Even if that goal fails, however, the field is still bound to take a quantum leap forward. According to Dr. George Church, a leading geneticist at Harvard Medical School, the project could generate technological advances that improve our general ability to synthesize long strings of DNA — regardless of origin.
In fact, Church stressed that the project’s main goal is advancing technology.
But many are skeptical. According to Endy, who was invited to the meeting but decided to bow out, the project was originally named “HGP2: The human genome synthesis project,” and its primary goal was “to synthesize a complete human genome in a cell line within a period of 10 years.”
It’s perhaps not a surprise that news of the meeting caused a stir.
Regardless of its actual goals, the project raises the prospect of building custom-designed humans, or even semi-humans who have computers as parents.
The associated risks are easy to imagine and undoubtedly terrifying such as how safe is it to directly manipulate or build life?

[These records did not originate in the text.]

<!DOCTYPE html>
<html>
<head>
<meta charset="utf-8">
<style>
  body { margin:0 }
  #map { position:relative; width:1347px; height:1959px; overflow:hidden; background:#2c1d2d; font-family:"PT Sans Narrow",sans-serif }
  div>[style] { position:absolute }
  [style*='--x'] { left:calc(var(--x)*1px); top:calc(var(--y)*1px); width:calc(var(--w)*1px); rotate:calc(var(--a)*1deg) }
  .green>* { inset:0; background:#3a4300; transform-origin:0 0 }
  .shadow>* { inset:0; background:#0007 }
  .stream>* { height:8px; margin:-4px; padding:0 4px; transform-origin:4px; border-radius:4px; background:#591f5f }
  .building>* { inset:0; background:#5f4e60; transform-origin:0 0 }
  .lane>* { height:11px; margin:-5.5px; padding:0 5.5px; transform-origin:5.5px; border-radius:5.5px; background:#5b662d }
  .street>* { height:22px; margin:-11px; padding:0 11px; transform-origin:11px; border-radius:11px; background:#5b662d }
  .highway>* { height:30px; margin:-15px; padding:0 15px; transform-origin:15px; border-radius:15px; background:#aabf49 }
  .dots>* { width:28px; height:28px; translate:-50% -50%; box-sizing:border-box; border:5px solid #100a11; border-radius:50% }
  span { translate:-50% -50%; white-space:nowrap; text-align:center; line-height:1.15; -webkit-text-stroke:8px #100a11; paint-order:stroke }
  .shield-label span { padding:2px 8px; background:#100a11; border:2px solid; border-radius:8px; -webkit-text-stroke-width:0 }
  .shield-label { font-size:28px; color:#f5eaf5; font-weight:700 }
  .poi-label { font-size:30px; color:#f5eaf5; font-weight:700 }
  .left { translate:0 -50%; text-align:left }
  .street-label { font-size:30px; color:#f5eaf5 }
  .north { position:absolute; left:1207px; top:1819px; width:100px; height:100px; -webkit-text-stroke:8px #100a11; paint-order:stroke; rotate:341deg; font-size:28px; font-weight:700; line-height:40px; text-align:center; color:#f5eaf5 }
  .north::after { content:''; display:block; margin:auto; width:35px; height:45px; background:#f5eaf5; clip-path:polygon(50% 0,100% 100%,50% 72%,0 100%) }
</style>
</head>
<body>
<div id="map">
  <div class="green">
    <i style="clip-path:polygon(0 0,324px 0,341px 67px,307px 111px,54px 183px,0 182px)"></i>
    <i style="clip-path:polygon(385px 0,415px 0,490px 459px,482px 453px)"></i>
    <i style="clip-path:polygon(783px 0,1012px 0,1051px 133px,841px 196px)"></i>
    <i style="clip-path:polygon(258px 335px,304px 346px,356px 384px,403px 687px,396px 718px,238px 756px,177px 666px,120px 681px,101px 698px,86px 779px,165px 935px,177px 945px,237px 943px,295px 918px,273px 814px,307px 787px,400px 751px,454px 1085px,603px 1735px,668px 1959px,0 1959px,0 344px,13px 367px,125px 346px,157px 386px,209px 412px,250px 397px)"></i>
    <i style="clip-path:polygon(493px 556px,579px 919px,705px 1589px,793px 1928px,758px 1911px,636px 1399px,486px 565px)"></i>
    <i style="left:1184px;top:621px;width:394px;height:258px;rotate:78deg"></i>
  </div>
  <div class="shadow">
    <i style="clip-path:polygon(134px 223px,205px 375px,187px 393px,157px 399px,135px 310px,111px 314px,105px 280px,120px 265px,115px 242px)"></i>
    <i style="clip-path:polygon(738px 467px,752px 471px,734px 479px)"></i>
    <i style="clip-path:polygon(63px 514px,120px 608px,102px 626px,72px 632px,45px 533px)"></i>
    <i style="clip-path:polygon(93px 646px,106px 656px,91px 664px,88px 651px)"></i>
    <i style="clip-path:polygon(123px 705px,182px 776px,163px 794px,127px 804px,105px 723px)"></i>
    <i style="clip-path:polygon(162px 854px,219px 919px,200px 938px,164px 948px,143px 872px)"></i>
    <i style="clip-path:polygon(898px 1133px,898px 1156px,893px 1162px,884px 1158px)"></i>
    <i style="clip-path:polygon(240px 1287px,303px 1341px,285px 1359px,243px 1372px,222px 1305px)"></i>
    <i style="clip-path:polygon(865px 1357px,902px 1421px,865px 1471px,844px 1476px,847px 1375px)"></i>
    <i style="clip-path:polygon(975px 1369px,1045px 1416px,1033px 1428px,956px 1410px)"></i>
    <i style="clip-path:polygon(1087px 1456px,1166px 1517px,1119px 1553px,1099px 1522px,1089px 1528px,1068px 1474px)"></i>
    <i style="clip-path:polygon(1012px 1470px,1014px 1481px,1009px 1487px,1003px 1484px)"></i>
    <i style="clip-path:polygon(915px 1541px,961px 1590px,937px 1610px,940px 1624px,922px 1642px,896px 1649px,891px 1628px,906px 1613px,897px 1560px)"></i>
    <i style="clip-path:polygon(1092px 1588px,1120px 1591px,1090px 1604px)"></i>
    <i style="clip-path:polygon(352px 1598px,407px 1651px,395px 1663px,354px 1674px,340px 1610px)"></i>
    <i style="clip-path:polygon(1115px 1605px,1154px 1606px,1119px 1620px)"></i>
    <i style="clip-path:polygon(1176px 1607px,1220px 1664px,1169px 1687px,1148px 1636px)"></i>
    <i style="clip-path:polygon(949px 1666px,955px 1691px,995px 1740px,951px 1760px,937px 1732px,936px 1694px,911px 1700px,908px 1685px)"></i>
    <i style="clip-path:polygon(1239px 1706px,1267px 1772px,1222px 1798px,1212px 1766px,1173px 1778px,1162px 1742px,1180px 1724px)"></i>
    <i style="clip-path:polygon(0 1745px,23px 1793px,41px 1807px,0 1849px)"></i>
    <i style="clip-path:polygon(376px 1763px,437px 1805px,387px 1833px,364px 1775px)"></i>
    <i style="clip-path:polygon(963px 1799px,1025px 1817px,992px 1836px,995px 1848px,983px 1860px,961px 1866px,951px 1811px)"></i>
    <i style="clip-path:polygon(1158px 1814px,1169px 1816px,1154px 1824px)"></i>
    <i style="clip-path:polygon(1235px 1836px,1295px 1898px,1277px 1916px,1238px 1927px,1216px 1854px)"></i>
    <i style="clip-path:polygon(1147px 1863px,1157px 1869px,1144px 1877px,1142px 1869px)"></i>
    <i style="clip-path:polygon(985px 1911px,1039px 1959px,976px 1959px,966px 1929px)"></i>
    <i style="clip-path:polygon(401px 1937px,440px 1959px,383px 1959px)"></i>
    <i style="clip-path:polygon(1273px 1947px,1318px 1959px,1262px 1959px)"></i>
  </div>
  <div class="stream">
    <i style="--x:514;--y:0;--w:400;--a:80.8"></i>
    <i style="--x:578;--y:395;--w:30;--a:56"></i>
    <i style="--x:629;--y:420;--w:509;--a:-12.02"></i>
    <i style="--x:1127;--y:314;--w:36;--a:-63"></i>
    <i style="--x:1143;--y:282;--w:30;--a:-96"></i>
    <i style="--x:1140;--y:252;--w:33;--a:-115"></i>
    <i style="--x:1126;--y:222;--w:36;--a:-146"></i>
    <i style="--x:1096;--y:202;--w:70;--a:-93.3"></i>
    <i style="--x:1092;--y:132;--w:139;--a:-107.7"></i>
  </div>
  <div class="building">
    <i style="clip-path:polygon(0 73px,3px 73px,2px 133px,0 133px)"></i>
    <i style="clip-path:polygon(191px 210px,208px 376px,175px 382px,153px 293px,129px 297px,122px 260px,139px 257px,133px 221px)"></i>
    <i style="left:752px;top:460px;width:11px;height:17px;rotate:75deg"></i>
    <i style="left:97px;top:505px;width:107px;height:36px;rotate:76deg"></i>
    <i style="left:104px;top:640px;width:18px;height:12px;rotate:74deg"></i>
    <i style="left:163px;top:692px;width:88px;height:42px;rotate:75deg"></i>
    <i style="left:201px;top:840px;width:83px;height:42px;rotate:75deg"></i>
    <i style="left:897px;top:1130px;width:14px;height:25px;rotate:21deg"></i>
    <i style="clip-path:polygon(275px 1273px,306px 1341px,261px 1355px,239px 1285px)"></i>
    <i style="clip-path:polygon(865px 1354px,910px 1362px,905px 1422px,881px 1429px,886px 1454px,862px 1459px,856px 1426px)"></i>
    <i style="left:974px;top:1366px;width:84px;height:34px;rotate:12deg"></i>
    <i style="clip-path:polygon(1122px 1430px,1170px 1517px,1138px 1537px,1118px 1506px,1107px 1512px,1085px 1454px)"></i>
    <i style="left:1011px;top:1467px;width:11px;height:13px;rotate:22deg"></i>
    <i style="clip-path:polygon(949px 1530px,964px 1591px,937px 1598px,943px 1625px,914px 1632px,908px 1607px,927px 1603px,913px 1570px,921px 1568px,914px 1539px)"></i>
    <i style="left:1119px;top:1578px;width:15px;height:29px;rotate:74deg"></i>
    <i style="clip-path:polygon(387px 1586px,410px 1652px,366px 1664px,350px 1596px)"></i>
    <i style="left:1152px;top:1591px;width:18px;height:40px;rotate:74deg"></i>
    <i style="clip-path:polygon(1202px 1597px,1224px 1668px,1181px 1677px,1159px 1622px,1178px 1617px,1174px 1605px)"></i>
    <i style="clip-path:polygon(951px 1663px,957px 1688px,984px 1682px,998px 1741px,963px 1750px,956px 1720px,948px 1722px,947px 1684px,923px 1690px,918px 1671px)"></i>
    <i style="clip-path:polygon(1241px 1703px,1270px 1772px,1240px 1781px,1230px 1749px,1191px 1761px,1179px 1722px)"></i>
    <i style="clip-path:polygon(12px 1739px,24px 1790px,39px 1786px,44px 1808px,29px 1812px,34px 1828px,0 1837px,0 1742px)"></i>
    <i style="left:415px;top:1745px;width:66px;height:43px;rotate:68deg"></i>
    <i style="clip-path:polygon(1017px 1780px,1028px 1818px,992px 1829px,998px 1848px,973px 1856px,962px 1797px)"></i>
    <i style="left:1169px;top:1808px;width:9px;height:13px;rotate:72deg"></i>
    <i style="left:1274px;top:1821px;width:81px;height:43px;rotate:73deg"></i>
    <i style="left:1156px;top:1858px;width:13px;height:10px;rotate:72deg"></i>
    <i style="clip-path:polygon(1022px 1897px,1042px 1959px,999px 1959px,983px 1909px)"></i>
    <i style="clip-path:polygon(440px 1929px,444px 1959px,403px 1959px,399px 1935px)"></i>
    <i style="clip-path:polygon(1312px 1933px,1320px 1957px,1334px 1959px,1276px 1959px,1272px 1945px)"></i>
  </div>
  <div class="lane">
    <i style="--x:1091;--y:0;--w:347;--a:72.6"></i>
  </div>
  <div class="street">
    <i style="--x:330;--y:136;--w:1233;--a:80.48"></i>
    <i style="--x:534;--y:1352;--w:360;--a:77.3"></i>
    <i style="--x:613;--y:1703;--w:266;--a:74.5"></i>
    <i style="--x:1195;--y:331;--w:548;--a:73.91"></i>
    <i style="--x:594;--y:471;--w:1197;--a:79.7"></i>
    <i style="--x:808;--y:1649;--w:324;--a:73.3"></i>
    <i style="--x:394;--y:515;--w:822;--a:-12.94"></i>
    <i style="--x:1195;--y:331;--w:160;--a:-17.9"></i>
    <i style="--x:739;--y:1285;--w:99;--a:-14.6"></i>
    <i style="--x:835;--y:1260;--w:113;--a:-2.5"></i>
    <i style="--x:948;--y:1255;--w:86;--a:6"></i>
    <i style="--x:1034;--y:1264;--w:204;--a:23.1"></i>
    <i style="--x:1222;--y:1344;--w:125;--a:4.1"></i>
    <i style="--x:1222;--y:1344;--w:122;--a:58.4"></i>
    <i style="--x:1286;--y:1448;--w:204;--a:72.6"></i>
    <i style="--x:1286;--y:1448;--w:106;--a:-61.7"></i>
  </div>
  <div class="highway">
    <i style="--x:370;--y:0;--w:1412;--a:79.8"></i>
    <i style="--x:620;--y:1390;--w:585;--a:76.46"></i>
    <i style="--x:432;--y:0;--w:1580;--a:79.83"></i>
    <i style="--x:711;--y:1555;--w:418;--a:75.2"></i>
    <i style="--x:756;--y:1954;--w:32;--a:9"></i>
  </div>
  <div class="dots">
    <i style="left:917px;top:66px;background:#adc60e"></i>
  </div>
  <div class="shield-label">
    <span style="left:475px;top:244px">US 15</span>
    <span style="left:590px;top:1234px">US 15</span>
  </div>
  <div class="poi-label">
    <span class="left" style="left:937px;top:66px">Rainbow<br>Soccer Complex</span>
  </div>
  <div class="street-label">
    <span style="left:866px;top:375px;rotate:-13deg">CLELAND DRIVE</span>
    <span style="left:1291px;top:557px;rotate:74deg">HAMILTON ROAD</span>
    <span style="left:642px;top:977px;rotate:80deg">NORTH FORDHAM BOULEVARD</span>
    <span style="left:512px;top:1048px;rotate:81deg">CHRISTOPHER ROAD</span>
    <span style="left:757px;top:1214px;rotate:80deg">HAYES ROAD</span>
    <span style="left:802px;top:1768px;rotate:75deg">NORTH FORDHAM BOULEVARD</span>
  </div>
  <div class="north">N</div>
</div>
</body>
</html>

How likely are accidents that unleash new organisms on an unprepared world? Who owns and has access to the technology? Would it breed new discrimination or further separate the 1% from the 99%?
“You can’t possibly begin to do something like this if you don’t have a value system in place that allows you to map concepts of ethics, beauty, and aesthetics onto our own existence,” says Endy.
“Given that human genome synthesis is a technology that can completely redefine the core of what now joins all of humanity together as a species, we argue that discussions of making such capabilities real… should not take place without open and advance consideration of whether it is morally right to proceed,” he said.